I’m not familiar with either Steyn or Lileks, but as I searched online to learn more about them, I found that they seem to be held in high regard by Little Green Footballs, Instapundit, Hugh Hewitt, and the Jewish World Review, among others. It’s not fair for me to criticize someone’s work sight unseen, but I have to tell you that that discovery sets off all kinds of alarms with me. I’ll try to learn more about them, though.

Again, the fault here lies with the medium: Being a good writer helps a blogger about as much as a good singing voice helps a broadcast anchor.
That’s bullshit! If you can’t write, you can’t communicate. That’s where it all starts. It doesn’t matter if you have a keyboard, modem, and a monitor or a quill, inkwell, and a piece of parchment. That’s a shocking statement from Last, and it really discredits any valid points he wants to make.

Take out these two essentials - news-gathering and prose style - and what are you left with? A medium that values speed, volume, and vehemence. While none of these traits is antithetical to good journalism, none of them is particularly conducive to it, either.

As a long-term proposition, I don't buy the superiority of blogs and the New Media any more than I bought the notion that America Online was more valuable than Time Warner. The Old Media - the New Yorker, the New York Times, The Philadelphia Inquirer, the Atlantic Monthly - add to the store of public information in ways which seem irreplaceable. Do they have problems? Sure. Are some journalists bad at their jobs? Absolutely. But taken as a whole, the Old Media performs an enormous and valuable function that the New Media is neither able, nor inclined, to emulate.

And the marketplace is slowly coming to understand that.
Yes, but the new media can complement the old (and forgive this corporate word, please) in a “synergistic” way (ouch). There are all kinds of examples of traditional media delivering online content to new readers and providing dimensions to the delivery of that content that cannot be provided through traditional print media. There are strengths and weaknesses on both sides; I, for one, have no hesitation about linking to a well-written or interesting news or opinion piece whether or not it is “old” media online or “new” media from a blog or some special interest source such as Common Cause or Working For Change (or, in the case of Paul Craig Roberts, even Human Events Online).

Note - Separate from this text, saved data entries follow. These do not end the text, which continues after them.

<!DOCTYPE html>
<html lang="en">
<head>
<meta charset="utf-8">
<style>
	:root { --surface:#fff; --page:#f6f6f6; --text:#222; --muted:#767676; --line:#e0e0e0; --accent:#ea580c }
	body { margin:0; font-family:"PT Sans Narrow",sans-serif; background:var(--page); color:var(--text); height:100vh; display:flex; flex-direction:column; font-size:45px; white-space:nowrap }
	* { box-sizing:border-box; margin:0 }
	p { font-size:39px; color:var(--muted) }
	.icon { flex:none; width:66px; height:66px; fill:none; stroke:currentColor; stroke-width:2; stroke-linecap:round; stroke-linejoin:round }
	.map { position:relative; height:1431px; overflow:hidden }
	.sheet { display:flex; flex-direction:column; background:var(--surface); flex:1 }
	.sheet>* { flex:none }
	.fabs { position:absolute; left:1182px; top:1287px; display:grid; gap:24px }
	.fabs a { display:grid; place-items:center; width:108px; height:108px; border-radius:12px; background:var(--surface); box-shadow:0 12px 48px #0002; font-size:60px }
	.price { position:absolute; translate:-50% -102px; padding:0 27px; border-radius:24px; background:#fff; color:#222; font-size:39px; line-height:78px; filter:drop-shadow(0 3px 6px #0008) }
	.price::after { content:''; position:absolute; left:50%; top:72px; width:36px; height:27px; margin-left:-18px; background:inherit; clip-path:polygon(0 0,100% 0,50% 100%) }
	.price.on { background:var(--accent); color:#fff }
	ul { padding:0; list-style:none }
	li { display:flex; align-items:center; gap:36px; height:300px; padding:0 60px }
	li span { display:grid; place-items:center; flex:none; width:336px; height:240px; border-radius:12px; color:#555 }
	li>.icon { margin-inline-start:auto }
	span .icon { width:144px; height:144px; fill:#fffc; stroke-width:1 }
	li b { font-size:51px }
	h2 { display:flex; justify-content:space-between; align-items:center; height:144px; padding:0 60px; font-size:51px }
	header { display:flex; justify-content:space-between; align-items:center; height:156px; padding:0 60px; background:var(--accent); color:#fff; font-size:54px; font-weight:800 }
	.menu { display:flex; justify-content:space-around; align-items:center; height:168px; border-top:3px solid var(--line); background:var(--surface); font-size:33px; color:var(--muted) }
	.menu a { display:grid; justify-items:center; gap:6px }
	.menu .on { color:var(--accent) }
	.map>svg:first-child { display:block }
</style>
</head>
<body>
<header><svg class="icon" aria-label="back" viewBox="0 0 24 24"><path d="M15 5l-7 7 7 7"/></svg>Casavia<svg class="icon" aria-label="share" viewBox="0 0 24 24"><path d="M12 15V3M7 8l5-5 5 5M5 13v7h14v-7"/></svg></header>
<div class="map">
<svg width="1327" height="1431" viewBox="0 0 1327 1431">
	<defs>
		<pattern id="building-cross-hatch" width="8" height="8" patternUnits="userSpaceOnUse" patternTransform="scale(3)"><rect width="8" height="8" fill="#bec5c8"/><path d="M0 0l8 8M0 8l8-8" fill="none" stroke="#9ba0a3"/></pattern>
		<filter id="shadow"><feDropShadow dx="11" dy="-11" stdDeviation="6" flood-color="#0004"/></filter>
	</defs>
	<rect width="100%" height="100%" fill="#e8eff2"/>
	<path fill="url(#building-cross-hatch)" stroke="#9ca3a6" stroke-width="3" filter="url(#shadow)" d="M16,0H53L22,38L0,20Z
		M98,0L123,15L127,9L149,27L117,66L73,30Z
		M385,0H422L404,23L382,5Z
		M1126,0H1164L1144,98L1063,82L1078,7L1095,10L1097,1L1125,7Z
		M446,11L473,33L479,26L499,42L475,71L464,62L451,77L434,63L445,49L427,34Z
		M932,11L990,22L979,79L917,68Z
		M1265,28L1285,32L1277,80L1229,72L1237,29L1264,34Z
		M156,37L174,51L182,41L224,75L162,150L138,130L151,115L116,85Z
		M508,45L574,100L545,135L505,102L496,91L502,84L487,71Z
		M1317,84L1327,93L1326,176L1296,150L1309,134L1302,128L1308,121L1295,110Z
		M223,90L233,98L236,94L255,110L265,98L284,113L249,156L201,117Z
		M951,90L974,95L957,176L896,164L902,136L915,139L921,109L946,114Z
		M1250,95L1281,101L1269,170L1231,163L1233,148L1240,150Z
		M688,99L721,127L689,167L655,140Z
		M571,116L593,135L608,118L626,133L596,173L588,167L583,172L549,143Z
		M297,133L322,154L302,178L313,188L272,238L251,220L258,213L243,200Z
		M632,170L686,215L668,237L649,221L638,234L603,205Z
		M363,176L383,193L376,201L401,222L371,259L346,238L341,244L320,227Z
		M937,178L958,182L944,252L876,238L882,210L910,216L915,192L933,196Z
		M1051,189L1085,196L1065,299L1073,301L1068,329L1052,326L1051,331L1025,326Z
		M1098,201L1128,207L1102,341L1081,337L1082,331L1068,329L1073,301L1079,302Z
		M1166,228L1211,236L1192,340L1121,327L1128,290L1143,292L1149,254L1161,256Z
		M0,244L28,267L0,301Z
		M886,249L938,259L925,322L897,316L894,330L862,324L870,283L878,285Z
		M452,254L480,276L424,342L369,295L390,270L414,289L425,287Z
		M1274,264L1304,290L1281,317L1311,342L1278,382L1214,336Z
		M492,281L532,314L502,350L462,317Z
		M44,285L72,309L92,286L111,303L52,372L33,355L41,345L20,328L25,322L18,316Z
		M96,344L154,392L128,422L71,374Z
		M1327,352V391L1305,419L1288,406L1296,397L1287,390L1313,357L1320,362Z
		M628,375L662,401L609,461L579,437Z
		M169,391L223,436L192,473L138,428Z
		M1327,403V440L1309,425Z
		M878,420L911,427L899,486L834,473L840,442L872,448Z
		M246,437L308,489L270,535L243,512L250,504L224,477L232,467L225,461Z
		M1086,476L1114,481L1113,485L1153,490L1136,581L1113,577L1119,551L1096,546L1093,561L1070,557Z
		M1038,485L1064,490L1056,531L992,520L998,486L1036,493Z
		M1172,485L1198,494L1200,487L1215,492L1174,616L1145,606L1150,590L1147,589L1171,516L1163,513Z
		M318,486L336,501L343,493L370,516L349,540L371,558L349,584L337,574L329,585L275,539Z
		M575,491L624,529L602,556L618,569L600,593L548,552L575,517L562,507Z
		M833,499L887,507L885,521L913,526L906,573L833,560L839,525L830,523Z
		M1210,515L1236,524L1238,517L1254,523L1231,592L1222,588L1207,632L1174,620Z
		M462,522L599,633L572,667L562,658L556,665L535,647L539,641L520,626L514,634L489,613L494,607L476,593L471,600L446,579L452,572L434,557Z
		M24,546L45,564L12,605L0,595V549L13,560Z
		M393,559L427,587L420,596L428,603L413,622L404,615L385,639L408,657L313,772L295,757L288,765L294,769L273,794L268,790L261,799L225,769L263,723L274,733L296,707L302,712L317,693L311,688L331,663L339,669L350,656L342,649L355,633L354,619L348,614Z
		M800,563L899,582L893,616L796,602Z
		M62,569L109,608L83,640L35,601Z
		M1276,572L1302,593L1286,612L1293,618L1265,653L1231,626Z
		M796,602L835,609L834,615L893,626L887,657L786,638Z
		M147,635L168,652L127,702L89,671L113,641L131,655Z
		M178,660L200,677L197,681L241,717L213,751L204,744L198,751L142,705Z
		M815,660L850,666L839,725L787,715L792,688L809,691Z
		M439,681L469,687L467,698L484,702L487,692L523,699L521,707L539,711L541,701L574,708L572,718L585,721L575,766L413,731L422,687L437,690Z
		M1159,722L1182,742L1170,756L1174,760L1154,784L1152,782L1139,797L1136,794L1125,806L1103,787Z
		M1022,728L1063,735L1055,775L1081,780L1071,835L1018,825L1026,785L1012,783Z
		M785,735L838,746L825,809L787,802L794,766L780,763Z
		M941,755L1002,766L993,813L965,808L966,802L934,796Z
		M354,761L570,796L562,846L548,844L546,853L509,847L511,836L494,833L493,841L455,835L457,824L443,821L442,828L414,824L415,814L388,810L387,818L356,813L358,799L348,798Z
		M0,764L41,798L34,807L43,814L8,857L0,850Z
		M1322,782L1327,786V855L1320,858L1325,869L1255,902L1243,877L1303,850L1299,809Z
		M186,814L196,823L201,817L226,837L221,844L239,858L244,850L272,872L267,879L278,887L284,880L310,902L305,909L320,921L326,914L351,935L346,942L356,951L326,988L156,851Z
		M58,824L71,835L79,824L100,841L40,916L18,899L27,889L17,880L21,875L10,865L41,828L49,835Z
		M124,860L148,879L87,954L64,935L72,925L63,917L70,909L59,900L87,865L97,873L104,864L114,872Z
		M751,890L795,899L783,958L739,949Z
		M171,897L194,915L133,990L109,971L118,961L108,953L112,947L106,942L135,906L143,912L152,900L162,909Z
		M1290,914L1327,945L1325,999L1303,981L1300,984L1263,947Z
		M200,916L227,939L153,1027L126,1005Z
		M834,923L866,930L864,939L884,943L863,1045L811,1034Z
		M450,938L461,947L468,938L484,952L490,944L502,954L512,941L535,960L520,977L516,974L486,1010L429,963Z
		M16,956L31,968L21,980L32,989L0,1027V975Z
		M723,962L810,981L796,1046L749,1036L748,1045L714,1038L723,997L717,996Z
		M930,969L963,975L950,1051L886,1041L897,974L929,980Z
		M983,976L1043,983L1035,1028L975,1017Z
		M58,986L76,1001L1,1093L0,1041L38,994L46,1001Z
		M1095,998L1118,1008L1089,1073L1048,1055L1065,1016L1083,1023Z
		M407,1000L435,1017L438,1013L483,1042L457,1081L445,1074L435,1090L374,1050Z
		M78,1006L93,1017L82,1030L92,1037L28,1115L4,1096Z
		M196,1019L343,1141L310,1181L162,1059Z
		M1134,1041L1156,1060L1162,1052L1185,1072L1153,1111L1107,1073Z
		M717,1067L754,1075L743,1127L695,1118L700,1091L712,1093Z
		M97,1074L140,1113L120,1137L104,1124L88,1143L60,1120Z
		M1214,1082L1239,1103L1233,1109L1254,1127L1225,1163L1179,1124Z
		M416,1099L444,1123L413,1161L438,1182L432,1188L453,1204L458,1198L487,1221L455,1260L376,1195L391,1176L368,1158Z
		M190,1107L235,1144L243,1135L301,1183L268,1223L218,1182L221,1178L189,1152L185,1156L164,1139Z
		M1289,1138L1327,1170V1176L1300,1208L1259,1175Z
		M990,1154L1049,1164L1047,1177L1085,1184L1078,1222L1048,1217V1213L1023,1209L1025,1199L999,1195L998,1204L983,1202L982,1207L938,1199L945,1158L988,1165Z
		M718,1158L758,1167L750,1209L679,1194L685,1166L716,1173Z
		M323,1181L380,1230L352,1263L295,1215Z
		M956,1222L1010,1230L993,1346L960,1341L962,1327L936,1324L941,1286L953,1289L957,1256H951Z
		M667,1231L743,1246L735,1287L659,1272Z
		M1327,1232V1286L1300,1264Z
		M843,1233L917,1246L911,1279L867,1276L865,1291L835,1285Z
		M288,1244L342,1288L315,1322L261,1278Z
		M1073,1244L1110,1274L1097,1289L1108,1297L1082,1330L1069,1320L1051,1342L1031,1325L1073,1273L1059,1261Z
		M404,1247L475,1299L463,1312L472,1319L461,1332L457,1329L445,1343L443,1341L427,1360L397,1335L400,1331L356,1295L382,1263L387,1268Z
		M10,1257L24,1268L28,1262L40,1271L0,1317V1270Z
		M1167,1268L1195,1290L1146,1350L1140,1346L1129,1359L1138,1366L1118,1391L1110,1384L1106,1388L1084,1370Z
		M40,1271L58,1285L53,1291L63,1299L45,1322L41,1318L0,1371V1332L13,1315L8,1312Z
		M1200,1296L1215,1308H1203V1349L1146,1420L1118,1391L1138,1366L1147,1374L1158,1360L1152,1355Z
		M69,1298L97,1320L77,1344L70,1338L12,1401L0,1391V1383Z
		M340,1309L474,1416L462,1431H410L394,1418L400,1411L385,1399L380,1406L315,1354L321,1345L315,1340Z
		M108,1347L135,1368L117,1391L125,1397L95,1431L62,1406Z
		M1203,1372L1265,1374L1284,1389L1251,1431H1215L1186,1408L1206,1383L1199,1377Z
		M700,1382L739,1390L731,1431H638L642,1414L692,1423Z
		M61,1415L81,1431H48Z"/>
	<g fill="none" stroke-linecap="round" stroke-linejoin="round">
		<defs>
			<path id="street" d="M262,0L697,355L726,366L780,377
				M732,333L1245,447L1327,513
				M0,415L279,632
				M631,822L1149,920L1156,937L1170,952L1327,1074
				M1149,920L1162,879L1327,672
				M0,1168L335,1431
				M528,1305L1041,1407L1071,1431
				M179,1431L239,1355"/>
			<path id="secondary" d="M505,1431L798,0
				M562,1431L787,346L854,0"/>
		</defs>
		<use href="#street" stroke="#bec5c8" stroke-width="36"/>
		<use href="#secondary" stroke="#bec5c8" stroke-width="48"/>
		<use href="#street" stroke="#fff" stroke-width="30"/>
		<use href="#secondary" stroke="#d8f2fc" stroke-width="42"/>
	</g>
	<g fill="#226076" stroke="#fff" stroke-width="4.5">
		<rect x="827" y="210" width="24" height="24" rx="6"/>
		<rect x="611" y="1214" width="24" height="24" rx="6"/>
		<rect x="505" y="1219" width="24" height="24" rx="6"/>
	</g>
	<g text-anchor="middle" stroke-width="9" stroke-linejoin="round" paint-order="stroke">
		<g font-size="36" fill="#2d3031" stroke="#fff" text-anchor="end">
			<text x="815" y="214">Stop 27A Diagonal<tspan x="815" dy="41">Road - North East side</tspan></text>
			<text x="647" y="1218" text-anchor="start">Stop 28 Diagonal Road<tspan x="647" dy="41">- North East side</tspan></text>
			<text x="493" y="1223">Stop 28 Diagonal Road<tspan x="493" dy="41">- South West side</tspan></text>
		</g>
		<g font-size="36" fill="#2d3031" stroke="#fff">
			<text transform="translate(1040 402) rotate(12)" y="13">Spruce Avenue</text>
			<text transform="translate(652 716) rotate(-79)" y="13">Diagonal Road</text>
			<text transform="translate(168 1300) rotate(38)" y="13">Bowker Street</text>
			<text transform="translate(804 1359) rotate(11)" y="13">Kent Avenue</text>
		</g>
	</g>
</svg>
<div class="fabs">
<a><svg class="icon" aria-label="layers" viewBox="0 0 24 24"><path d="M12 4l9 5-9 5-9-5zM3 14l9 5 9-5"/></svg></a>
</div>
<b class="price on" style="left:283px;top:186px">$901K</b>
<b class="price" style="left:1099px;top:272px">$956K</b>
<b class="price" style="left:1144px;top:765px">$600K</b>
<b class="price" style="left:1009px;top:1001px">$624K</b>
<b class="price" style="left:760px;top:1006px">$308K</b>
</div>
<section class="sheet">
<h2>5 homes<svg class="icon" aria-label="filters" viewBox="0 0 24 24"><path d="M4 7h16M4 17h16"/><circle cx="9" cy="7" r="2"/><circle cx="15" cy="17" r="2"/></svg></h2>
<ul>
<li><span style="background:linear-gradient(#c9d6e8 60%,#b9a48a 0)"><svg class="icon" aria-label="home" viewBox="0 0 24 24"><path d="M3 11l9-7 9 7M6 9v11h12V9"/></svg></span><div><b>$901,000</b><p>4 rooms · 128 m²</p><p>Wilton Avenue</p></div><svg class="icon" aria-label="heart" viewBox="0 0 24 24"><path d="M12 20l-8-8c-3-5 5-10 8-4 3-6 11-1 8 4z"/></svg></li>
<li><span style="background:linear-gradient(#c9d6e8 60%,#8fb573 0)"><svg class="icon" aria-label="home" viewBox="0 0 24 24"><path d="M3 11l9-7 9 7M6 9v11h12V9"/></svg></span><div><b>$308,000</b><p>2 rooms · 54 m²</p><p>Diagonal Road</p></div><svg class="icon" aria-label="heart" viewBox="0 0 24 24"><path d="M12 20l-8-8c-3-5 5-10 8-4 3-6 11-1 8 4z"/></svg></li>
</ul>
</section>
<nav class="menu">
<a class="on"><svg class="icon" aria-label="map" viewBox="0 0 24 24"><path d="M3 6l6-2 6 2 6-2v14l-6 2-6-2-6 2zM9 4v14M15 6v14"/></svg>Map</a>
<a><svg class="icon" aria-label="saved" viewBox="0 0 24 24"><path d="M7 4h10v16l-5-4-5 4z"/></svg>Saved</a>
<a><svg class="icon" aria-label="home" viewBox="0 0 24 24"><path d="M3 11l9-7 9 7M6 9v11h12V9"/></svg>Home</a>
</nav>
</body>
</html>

With columns such as this one which is severely skewed in a way to demean bloggers and the emerging potential of online content, I think “the marketplace” will come to understand the place of blogging in the realm of exchanging ideas, among other things, and the author will truly be the Last one to get the picture (sorry – it was too easy).

Update 4/25: If I hadn't had the technical issues yesterday, I would have discovered this great column by Will Bunch that provides more on this (via Atrios).

Baby You're A Rich Man

Aha, it’s “The Return Of Bush’s iPod™,” featuring The Fab Four(leave it to Dubya not to know when he’s doing something illegal; after all, when have laws, treaties, the weight of popular opinion both domestically and overseas and internationally recognized and accepted protocols ever stopped him before?).

(In the immortal words of that noted philosopher Bugs Bunny, “what a maroon.”)

Remember when the whole thing with Bush’s iPod first broke last year? Well, if not, this link should help refresh your memory.

By the way, yours truly is having A LOT of connectivity issues so far today; I have no idea how many posts will be forthcoming. I’ll try to work things out.